Comment 3 Rob Buis 2020-05-01 23:51:16 PDT
Created attachment 398281 [details]
Patch
Comment 4 Rob Buis 2020-05-02 01:32:51 PDT
Created attachment 398283 [details]
Patch
Comment 5 Rob Buis 2020-05-02 03:03:16 PDT
Created attachment 398285 [details]
Patch
Comment 6 Rob Buis 2020-05-02 04:00:41 PDT
Created attachment 398286 [details]
Patch
Comment 7 Rob Buis 2020-05-02 22:21:03 PDT
Created attachment 398304 [details]
Patch
Comment 8 Rob Buis 2020-05-03 02:35:37 PDT
Comment on attachment 398219 [details]
Patch

View in context: https://bugs.webkit.org/attachment.cgi?id=398219&action=review

>> Source/WTF/wtf/text/Base64.cpp:213
>> +                || (!isSpaceOrNewline(ch) || ((options & Base64DiscardVerticalTab) && ch == '\v'))) {
> 
> I don’t understand why we ever use the full-Unicode isSpaceOrNewline function. In what context do we need to allow non-ASCII spaces? Do we have cross-browser tests checking this behavior? What spaces exactly do we need to ignore? Does any caller need ignore vertical tabs?

You were right, this was not handling unicode well. I added a test for it and made sure we handle both whitespace and non-whitespace unicode correctly. Also upstreaming the test (https://github.com/web-platform-tests/wpt/pull/23377).
Comment 9 EWS 2020-05-03 02:53:59 PDT
Committed r261061: <https://trac.webkit.org/changeset/261061>

All reviewed patches have been landed. Closing bug and clearing flags on attachment 398304 [details].
Comment 10 Radar WebKit Bug Importer 2020-05-03 02:54:14 PDT
<rdar://problem/62795464>
Comment 11 Darin Adler 2020-05-03 16:47:29 PDT
Comment on attachment 398304 [details]
Patch

View in context: https://bugs.webkit.org/attachment.cgi?id=398304&action=review

Really nice.

> Source/WTF/wtf/text/Base64.cpp:213
> +                || (!isLatin1(ch) || !isASCIISpace(ch) || ((options & Base64DiscardVerticalTab) && ch == '\v'))) {

Some thoughts about further refinements in the future:

1) We do not need the isLatin1 check here. The isASCIISpace function is guaranteed to return false. It’s not a function that implements "is whitespace if ASCII", but rather one that implements "is ASCII and whitespace".

2) Separately, regarding vertical tab, it’s worth considering that we have these functions:

    isASCIISpace: Based on the traditions of the C language <ctype.h>, thus includes vertical tab (U+000B); not sure how often this is useful in WebKit. At the time I created this I was just trying to make an isspace function that was never affected by the C standard library locale, and that consistently returned false for non-ASCII characters when passed wider character types.
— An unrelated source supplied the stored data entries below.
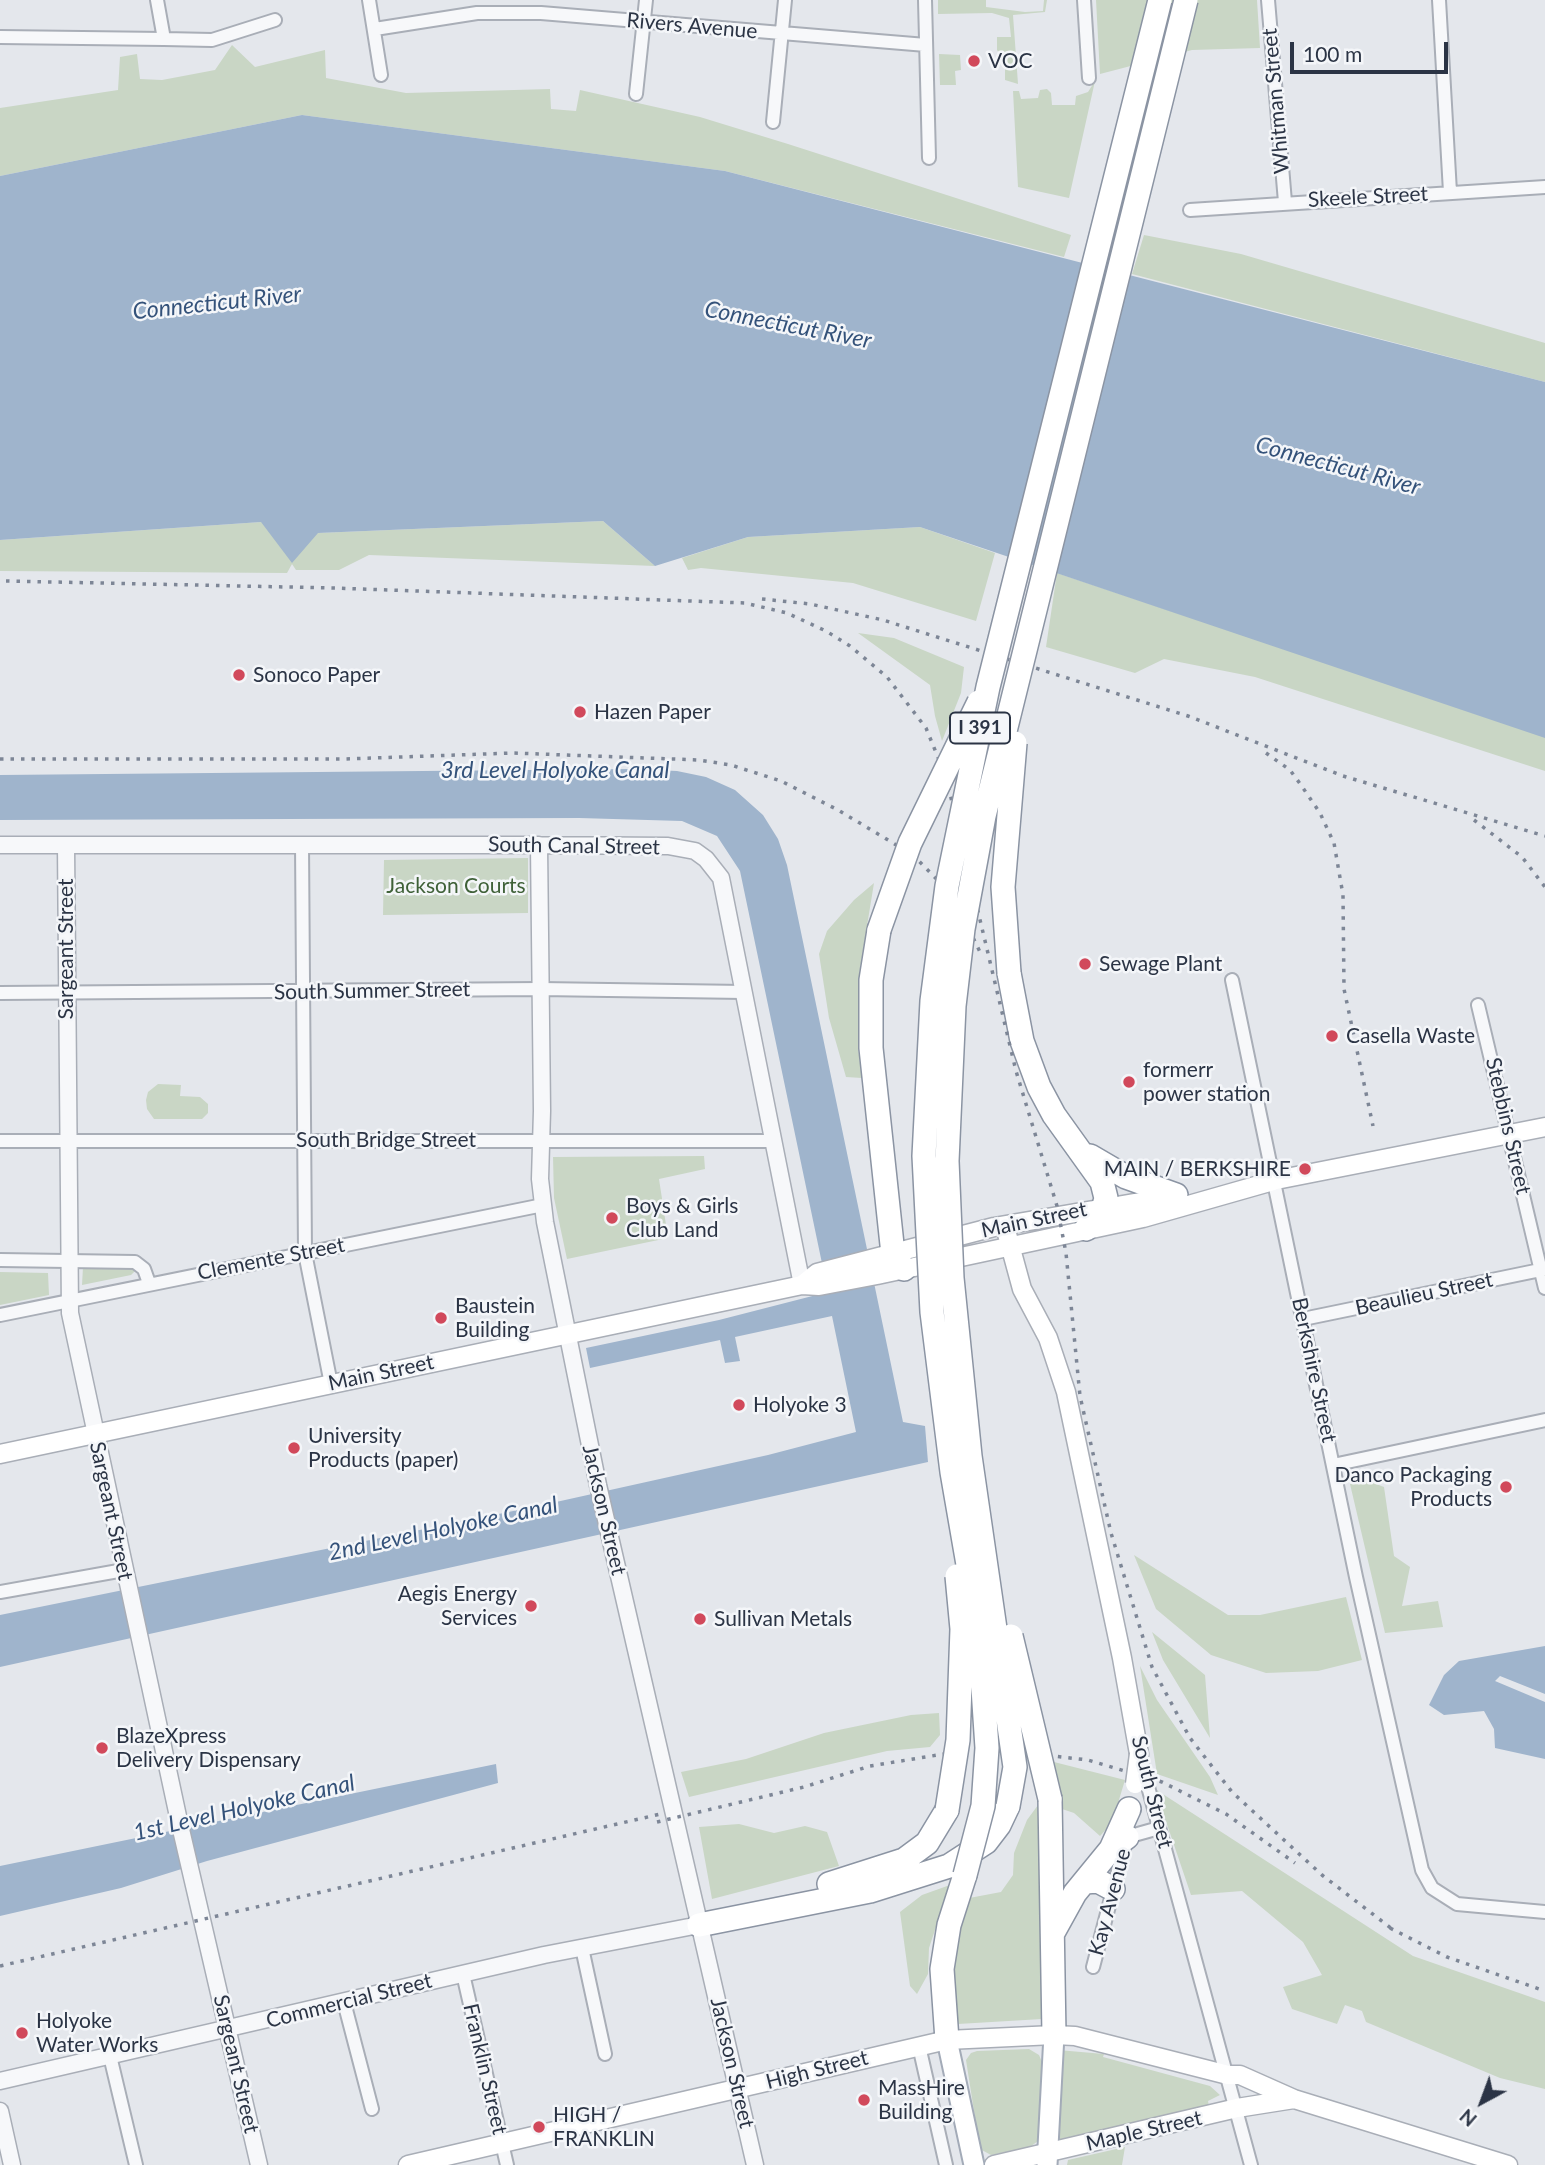 <!DOCTYPE html>
<html>
<head>
<meta charset="utf-8">
<style>
	body { margin:0 }
	#map { position:relative; width:1545px; height:2165px; overflow:hidden; background:#e4e7ec; font-family:Lato,sans-serif }
	canvas { display:block }
	.north { position:absolute; left:1447px; top:2067px; width:70px; height:70px; -webkit-text-stroke:5px #f4f6f9; paint-order:stroke; rotate:221deg; font-size:19px; font-weight:700; line-height:28px; text-align:center; color:#2b3445 }
	.north::after { content:''; display:block; margin:auto; width:24px; height:32px; background:#2b3445; clip-path:polygon(50% 0,100% 100%,50% 72%,0 100%) }
	.scale { position:absolute; left:1290px; top:42px; width:158px; height:32px; box-sizing:border-box; border:4px solid #2b3445; border-top:0; padding-left:9px; font-size:21px; line-height:24px; white-space:nowrap; color:#2b3445; -webkit-text-stroke:5px #f4f6f9; paint-order:stroke }
</style>
</head>
<body>
<div id="map">
<canvas width="1545" height="2165"></canvas>
<div class="north">N</div>
<div class="scale">100 m</div>
</div>
<script>
const g = document.querySelector('canvas').getContext('2d');
g.lineJoin = 'round';
function fillPath(path, color) {
  g.fillStyle = color;
  g.fill(path, 'evenodd');
}
function toPath(rows) {
  const path = new Path2D();
  for (const r of rows) {
    path.moveTo(r[0], r[1]);
    for (let i = 2; i < r.length; i += 2) path.lineTo(r[i], r[i + 1]);
  }
  return path;
}
function trace(path, color, width, dash) {
  g.strokeStyle = color;
  g.lineWidth = width;
  g.lineCap = dash ? 'butt' : 'round';
  g.setLineDash(dash || []);
  g.stroke(path);
}
function drawText(font, color, halo, rows, align = 'center') {
  g.font = font + ' Lato,sans-serif';
  g.lineWidth = 5;
  g.setLineDash([]);
  g.textBaseline = 'middle';
  g.strokeStyle = halo;
  g.fillStyle = color;
  for (const [text, x, y, turn = 0] of rows) {
    g.save();
    g.translate(x, y);
    g.rotate((+turn || 0) * Math.PI / 180);
    g.textAlign = isNaN(turn) ? turn : align;
    if (halo) g.strokeText(text, 0, 0);
    g.fillText(text, 0, 0);
    g.restore();
  }
}
fillPath(toPath([
	[938,0,986,0,986,7,1025,12,1043,11,1044,0,1047,0,1045,12,1013,15,1018,84,1005,80,1005,63,997,50,997,37,1011,37,1009,18,992,13,938,14],
	[1096,0,1257,0,1260,48,1192,50,1100,74],
	[232,45,255,67,325,50,326,78,406,93,550,89,551,109,576,111,580,90,700,117,788,144,1071,235,1064,257,725,171,302,115,0,176,0,108,118,90,120,57,137,54,140,79,162,80,215,70],
	[939,54,960,55,961,70,955,71,956,85,940,85],
	[1095,81,1069,198,1018,187,1013,91,1019,91,1021,99,1038,98,1040,90,1047,89,1051,93,1052,105,1075,105,1076,96,1088,92],
	[1144,235,1241,254,1545,343,1545,382,1132,274],
	[603,521,655,566,369,555,339,570,296,570,292,564,287,573,0,571,0,540,261,522,318,533],
	[920,527,995,553,976,621,853,583,701,568,688,570,682,558,748,537],
	[1057,573,1545,736,1545,771,1255,677,1164,659,1135,673,1046,647],
	[858,633,894,638,964,667,961,693,942,741,935,716,930,685],
	[528,858,528,913,383,915,384,860],
	[874,883,859,975,858,1048,862,1078,846,1077,829,1018,819,954,827,931,854,900],
	[158,1084,181,1085,180,1096,200,1097,208,1104,208,1113,202,1119,154,1119,147,1109,146,1100,148,1092],
	[704,1156,705,1169,659,1179,668,1238,567,1259,554,1198,553,1157],
	[131,1266,136,1270,131,1275,82,1285,83,1267],
	[0,1272,48,1273,49,1295,0,1305],
	[1363,1479,1384,1487,1394,1556,1410,1567,1402,1606,1438,1601,1443,1627,1385,1633,1350,1484],
	[1134,1555,1228,1615,1260,1615,1346,1597,1362,1660,1318,1671,1266,1673,1211,1655,1156,1609],
	[1152,1632,1205,1675,1210,1738,1163,1660],
	[1140,1666,1157,1700,1210,1777,1218,1795,1157,1774],
	[939,1713,940,1735,930,1747,887,1751,689,1797,681,1772,746,1759,824,1733,911,1715],
	[1054,1762,1125,1780,1112,1823,1100,1836,1074,1813,1062,1809],
	[1155,1789,1413,1956,1545,2002,1545,2089,1500,2078,1366,2022,1362,2011,1345,2005,1337,2024,1292,2009,1283,1987,1322,1975,1303,1942,1242,1891,1191,1895],
	[1041,1801,1044,1851,1042,2019,958,2024,951,1965,964,1899,1001,1892,1013,1875,1014,1853,1027,1820],
	[739,1824,774,1833,805,1826,827,1832,839,1866,712,1899,699,1827],
	[950,1885,929,1948,928,1974,917,1994,910,1986,900,1912,922,1895],
	[1029,2049,1039,2055,1042,2062,1038,2141,1030,2147,991,2155,980,2149,979,2143,966,2060,971,2053,977,2051],
	[1058,2050,1104,2054,1103,2057,1210,2086,1220,2095,1208,2101,1209,2106,1056,2140],
	[1125,2147,1122,2165,1067,2165,1068,2160]
]), '#c9d6c5');
fillPath(toPath([
	[302,115,725,171,1545,382,1545,738,920,527,748,537,655,566,603,521,318,533,292,563,261,522,0,540,0,176],
	[634,769,677,771,706,777,735,790,763,815,778,839,787,865,903,1422,925,1426,928,1462,0,1667,0,1615,538,1506,768,1455,856,1432,832,1316,735,1337,740,1361,725,1363,720,1340,590,1368,586,1348,719,1320,828,1292,740,871,717,836,682,821,579,818,0,820,0,775],
	[1545,1646,1545,1694,1500,1676,1495,1681,1545,1702,1545,1759,1495,1748,1494,1729,1484,1711,1444,1715,1429,1705,1444,1675,1459,1661],
	[496,1764,498,1783,207,1861,121,1888,0,1916,0,1866]
]), '#9fb4cc');
const minor = toPath([
	[157,0,164,39,212,40,275,20],
	[369,0,381,75],
	[925,0,929,158],
	[1084,0,1089,78],
	[1268,0,1285,202],
	[1439,0,1450,192],
	[375,29,477,13,541,13,926,45],
	[0,37,164,39],
	[636,94,646,0],
	[773,122,785,0],
	[1190,210,1545,187],
	[302,844,305,1253,331,1384],
	[1232,980,1356,1577,1422,1870,1432,1888,1457,1904,1545,1912],
	[0,993,541,989,744,992],
	[1478,1005,1545,1288],
	[0,1141,772,1141],
	[0,1260,135,1262,144,1269,149,1283],
	[0,1315,543,1205],
	[1303,1319,1545,1269],
	[1333,1465,1545,1420],
	[0,1592,124,1570],
	[1147,1783,1251,2165],
	[1127,1837,1159,1828],
	[582,1948,605,2054],
	[1093,1967,1127,1837],
	[463,1974,507,2165],
	[344,2002,372,2109],
	[919,2046,946,2165],
	[110,2056,136,2165]
]);
const tertiary = toPath([
	[0,845,539,845,668,846,695,851,706,859,721,878,802,1285],
	[66,845,70,1313,179,1821,259,2165],
	[539,845,542,1111,540,1179,545,1222,598,1485,755,2165],
	[0,2081,544,1955,699,1925],
	[0,2111,12,2165]
]);
const secondary = toPath([
	[1261,1183,1545,1127],
	[1007,1234,1022,1289,1048,1338,1066,1392,1122,1658,1139,1754],
	[802,1285,817,1273,994,1227,1175,1196],
	[0,1454,802,1285,819,1286,877,1275,1143,1218,1273,1181],
	[408,2165,947,2040,1054,2035,1075,2036,1228,2075,1240,2075,1294,2099,1508,2165],
	[994,2165,1237,2108,1294,2099]
]);
const primary = toPath([
	[947,2040,974,2165],
	[1047,2165,1054,2035]
]);
const motorway = toPath([
	[879,930,871,980,871,1048,893,1254,904,1269],
	[1009,973,1022,1041,1039,1087,1054,1115,1102,1182,1106,1198,1104,1206,1086,1229],
	[1090,1156,1126,1177,1176,1195],
	[1050,1799,1054,2035],
	[1111,1849,1129,1809],
	[1085,1882,1098,1881,1113,1889],
	[829,1884,904,1860,927,1843,947,1810],
	[699,1925,870,1891,949,1866,986,1842,999,1825,1008,1806],
	[1054,1931,1075,1893,1111,1849,1127,1837],
	[947,2040,942,1969,949,1925,965,1875]
]);
trace(minor, '#a9aeb7', 16);
trace(tertiary, '#a9aeb7', 19);
trace(secondary, '#a9aeb7', 21);
trace(primary, '#a3abb8', 23);
trace(motorway, '#8b94a3', 26);
trace(minor, '#f7f8fa', 12);
trace(tertiary, '#f7f8fa', 16);
trace(secondary, '#fff', 18);
trace(primary, '#fff', 19);
trace(motorway, '#fff', 23);
trace(toPath([
	[6,581,335,588,745,603,787,613,826,631,850,646,887,677,926,728,946,777,1016,1071,1057,1206,1066,1253,1080,1396,1111,1533,1152,1667,1190,1738,1232,1792,1322,1875,1396,1932],
	[762,599,810,604,883,620,1188,716,1343,776,1545,836],
	[1266,753,1290,770,1301,785,1320,813,1334,843,1343,895,1344,989,1373,1126],
	[0,759,344,759,513,753,699,760,731,765,781,781,838,810,913,855,953,896,981,954],
	[1474,820,1522,857,1545,887],
	[657,1822,804,1787,870,1766,944,1754,1018,1752,1088,1760,1162,1782,1226,1814,1295,1863],
	[1390,1928,1447,1957,1545,1991],
	[0,1966,665,1813]
]), '#7d8696', 3.5, [3.5, 7]);
const minorBridge = toPath([
	[1141,1760,1147,1783]
]);
const secondaryBridge = toPath([
	[1135,1784,1139,1754]
]);
const motorwayBridge = toPath([
	[879,930,910,843,979,702],
	[1009,973,1003,887,1015,743],
	[1011,1636,1050,1799],
	[1008,1806,1015,1767,970,1456,952,1278,947,1161,954,1006,963,929,984,816,1186,0],
	[947,1810,958,1740,962,1629,957,1576],
	[965,1875,983,1806,987,1748,979,1628,952,1472,932,1312,924,1156,932,1001,947,886,988,687,1160,0]
]);
trace(minorBridge, '#a9aeb7', 16, []);
trace(secondaryBridge, '#a9aeb7', 21, []);
trace(motorwayBridge, '#8b94a3', 26, []);
trace(minorBridge, '#f7f8fa', 12);
trace(secondaryBridge, '#fff', 18);
trace(motorwayBridge, '#fff', 23);
for (const [x, y, r, color] of [
	[974,61,7,"#d1495b"],
	[239,675,7,"#d1495b"],
	[580,712,7,"#d1495b"],
	[1085,964,7,"#d1495b"],
	[1332,1036,7,"#d1495b"],
	[1129,1082,7,"#d1495b"],
	[1305,1169,7,"#d1495b"],
	[612,1218,7,"#d1495b"],
	[441,1318,7,"#d1495b"],
	[739,1405,7,"#d1495b"],
	[294,1448,7,"#d1495b"],
	[1506,1487,7,"#d1495b"],
	[531,1606,7,"#d1495b"],
	[700,1619,7,"#d1495b"],
	[102,1748,7,"#d1495b"],
	[22,2033,7,"#d1495b"],
	[864,2100,7,"#d1495b"],
	[539,2127,7,"#d1495b"]
]) {
  const dot = new Path2D();
  dot.arc(x, y, r, 0, 2 * Math.PI);
  g.fillStyle = color;
  g.fill(dot);
  trace(dot, '#f4f6f9', 2.5);
}
for (const [x, y, w] of [
	[980,728,60]
]) {
  const box = new Path2D();
  box.roundRect(x - w / 2, y - 15.5, w, 31, 5);
  g.fillStyle = '#f4f6f9';
  g.fill(box);
  trace(box, '#2b3445', 2);
}
drawText('bold 19px', '#2b3445', null, [
	["I 391",980,728]
]);
drawText('21px', '#2b3445', '#f4f6f9', [
	["Rivers Avenue",692,26,5],
	["Whitman Street",1276,101,-95],
	["Skeele Street",1368,197,-3],
	["South Canal Street",574,846,1],
	["Sargeant Street",66,949,-90],
	["South Summer Street",372,991,-1],
	["Stebbins Street",1508,1126,77],
	["South Bridge Street",386,1140],
	["Main Street",1034,1220,-12],
	["Clemente Street",271,1259,-11],
	["Beaulieu Street",1424,1294,-12],
	["Berkshire Street",1314,1370,78],
	["Main Street",381,1373,-12],
	["Jackson Street",604,1510,77],
	["Sargeant Street",111,1511,78],
	["South Street",1152,1792,76],
	["Kay Avenue",1110,1902,-75],
	["Commercial Street",349,2001,-14],
	["Jackson Street",732,2063,77],
	["Sargeant Street",236,2064,77],
	["Franklin Street",485,2069,77],
	["High Street",817,2070,-14],
	["Maple Street",1144,2131,-13]
]);
drawText('21px', '#2b3445', '#f4f6f9', [
	["VOC",988,61],
	["Sonoco Paper",253,675],
	["Hazen Paper",594,712],
	["Sewage Plant",1099,964],
	["Casella Waste",1346,1036],
	["formerr",1143,1070],
	["power station",1143,1094],
	["MAIN / BERKSHIRE",1291,1169,"right"],
	["Boys & Girls",626,1206],
	["Club Land",626,1230],
	["Baustein",455,1306],
	["Building",455,1330],
	["Holyoke 3",753,1405],
	["University",308,1436],
	["Products (paper)",308,1460],
	["Danco Packaging",1492,1475,"right"],
	["Products",1492,1499,"right"],
	["Aegis Energy",517,1594,"right"],
	["Services",517,1618,"right"],
	["Sullivan Metals",714,1619],
	["BlazeXpress",116,1736],
	["Delivery Dispensary",116,1760],
	["Holyoke",36,2021],
	["Water Works",36,2045],
	["MassHire",878,2088],
	["Building",878,2112],
	["HIGH /",553,2115],
	["FRANKLIN",553,2139]
], 'left');
drawText('21px', '#3f6138', '#f4f6f9', [
	["Jackson Courts",456,886]
]);
drawText('italic 23px', '#34527a', '#f4f6f9', [
	["Connecticut River",217,303,-6],
	["Connecticut River",788,325,11],
	["Connecticut River",1338,466,15],
	["3rd Level Holyoke Canal",555,771],
	["2nd Level Holyoke Canal",443,1529,-12],
	["1st Level Holyoke Canal",244,1808,-13]
]);
</script>
</body>
</html>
    isHTMLSpace: Based on the HTML specification, does not include vertical tab, otherwise the is identical to isASCIISpace. Very useful in WebKit!

    isHTTPSpace: Based on the HTTP space, does not include form feed (U+000C), otherwise identical to isHTTPSpace.

I guess this means that at some point I would like to rename Base64DiscardVerticalTab to something like Base64UseLegacyASCIISpaceDefinition.

> Source/WTF/wtf/text/Base64.h:46
> +    Base64DiscardVerticalTab = 1 << 2,

This name doesn’t make it clear that it modifies Base64IgnoreSpacesAndNewLines and has no effect if that is not specified. Maybe we should rename it it Base64TreatVerticalTabAsSpace.

> Source/WebCore/page/Base64Utilities.cpp:50
> +    if (!base64Decode(encodedString, out, Base64ValidatePadding | Base64IgnoreSpacesAndNewLines | Base64DiscardVerticalTab))

Do we really need this vertical tab handling for interoperability or compatibility? We should find out. I would love to drop it.

> Source/WebCore/platform/network/DataURLDecoder.cpp:162
> +        if (!base64Decode(unescapedString, buffer, Base64IgnoreSpacesAndNewLines | Base64DiscardVerticalTab))

Do we really need this vertical tab handling for interoperability or compatibility? We should find out. I would love to drop it.